------ Supplied material ------

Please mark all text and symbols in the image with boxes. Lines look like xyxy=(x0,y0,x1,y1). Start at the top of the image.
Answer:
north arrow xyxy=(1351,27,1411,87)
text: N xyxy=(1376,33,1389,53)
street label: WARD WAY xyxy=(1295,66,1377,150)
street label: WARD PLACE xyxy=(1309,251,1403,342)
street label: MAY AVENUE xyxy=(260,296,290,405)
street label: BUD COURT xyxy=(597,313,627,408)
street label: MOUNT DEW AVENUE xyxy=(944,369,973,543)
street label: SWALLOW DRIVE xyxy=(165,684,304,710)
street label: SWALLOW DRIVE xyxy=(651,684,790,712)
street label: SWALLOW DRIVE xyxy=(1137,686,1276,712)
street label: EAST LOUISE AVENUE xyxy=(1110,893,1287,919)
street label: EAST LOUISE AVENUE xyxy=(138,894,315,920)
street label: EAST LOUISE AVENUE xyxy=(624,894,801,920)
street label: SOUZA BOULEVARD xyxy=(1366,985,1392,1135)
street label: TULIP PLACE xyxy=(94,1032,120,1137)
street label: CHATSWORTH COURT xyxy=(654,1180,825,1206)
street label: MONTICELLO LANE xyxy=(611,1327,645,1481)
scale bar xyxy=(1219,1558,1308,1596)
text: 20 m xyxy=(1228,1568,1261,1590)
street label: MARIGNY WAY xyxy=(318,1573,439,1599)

------

§ **Exercise**:
Search the material above for the word "WARD", then copy out each line that has it.

§ **Reply**:
street label: WARD WAY xyxy=(1295,66,1377,150)
street label: WARD PLACE xyxy=(1309,251,1403,342)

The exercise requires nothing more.